PROBLEM DETAILS - In the entries that follow, say how many lines contain the string "interface". Give no other words.

RECORDS -

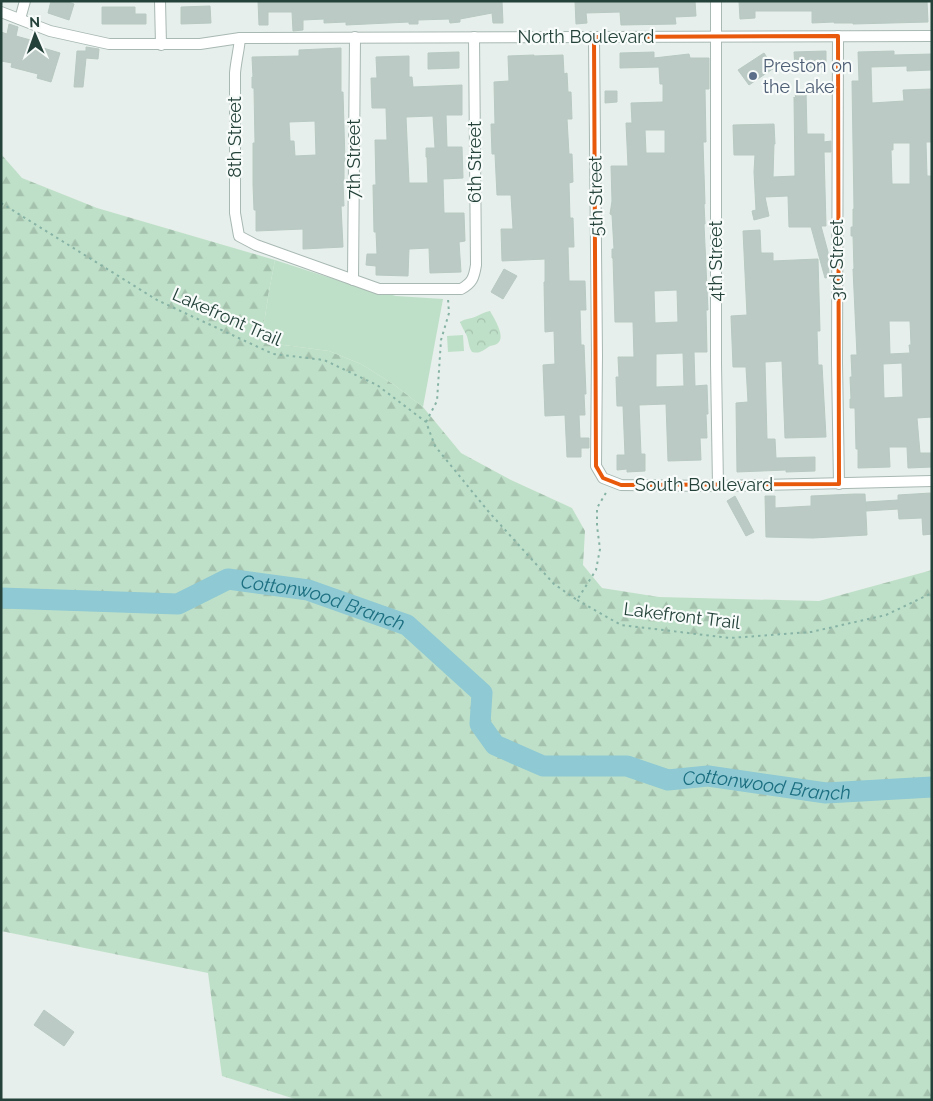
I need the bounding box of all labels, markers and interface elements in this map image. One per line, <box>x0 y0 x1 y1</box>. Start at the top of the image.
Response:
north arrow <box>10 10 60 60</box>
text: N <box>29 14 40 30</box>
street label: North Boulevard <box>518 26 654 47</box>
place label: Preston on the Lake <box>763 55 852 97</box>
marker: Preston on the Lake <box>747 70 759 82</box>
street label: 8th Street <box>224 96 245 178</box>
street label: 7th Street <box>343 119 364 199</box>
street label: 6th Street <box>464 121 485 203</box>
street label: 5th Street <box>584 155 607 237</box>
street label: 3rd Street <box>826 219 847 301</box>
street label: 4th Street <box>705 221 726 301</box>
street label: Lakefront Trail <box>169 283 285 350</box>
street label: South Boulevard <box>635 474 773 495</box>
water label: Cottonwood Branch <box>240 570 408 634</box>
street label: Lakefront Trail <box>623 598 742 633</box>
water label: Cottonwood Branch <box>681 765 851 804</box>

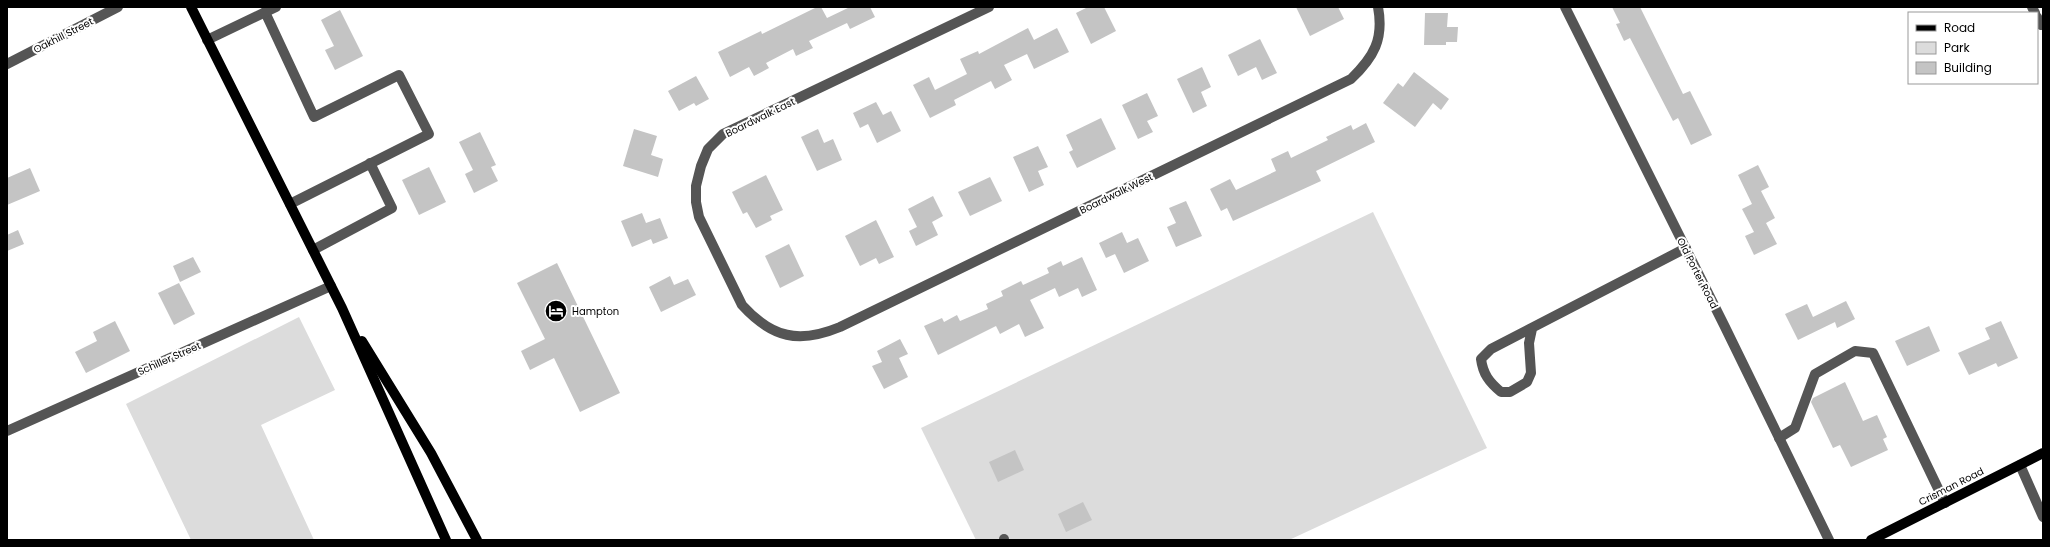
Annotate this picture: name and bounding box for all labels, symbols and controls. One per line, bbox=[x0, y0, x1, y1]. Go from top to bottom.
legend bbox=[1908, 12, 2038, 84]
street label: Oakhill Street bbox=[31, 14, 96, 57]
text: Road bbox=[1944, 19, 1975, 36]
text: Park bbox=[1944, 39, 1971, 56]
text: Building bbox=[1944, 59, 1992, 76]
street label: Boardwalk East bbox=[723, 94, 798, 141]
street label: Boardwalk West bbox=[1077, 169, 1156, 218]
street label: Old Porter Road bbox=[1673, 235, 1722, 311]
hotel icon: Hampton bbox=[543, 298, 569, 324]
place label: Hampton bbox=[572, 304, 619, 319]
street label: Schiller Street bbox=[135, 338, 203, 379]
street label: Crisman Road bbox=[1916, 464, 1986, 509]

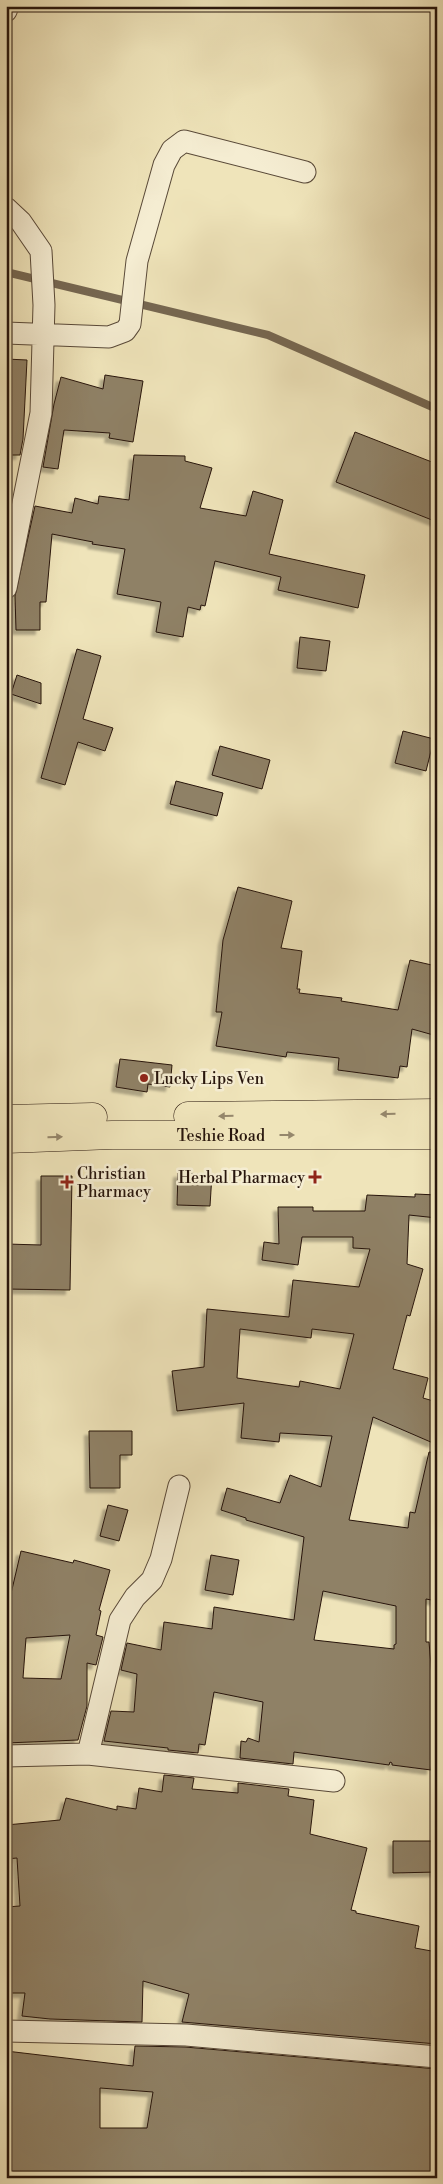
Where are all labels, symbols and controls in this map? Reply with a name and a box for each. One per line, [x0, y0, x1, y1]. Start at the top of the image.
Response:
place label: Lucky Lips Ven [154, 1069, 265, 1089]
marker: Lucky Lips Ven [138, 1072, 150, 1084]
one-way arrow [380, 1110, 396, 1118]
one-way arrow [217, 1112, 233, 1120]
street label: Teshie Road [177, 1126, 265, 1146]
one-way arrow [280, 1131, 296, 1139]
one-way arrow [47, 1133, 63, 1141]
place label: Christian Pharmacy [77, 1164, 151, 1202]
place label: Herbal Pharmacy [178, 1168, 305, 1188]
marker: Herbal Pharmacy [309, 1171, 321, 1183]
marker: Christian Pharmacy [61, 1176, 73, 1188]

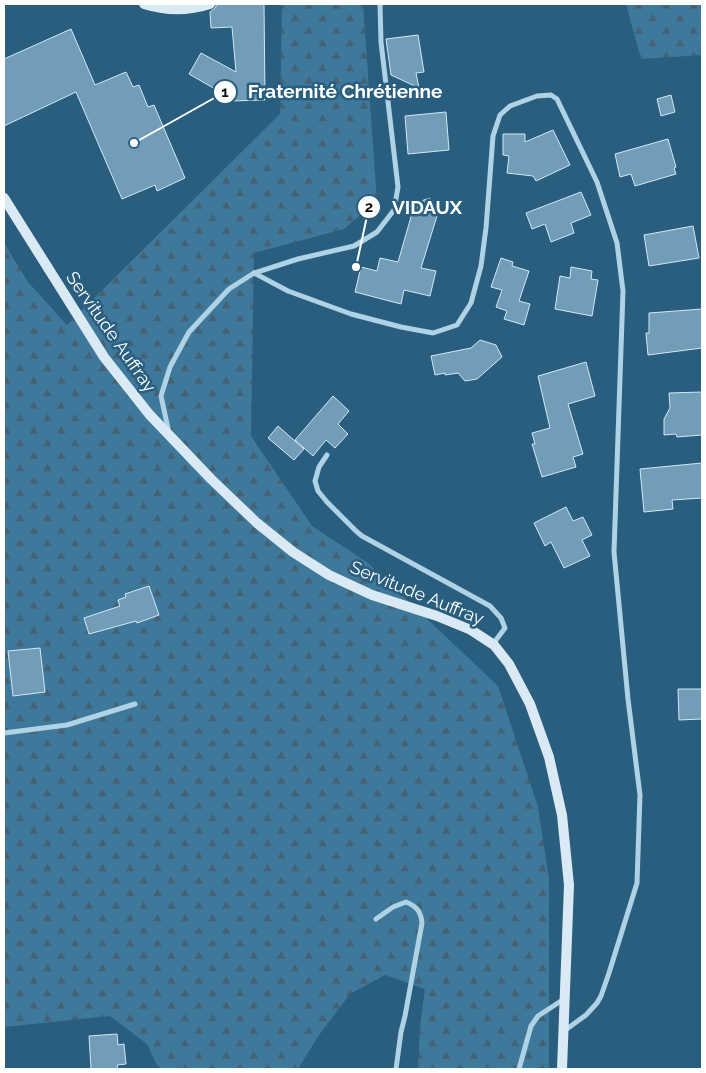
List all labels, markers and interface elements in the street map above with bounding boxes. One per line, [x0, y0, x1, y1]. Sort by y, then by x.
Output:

COMPLETED EXERCISE - 2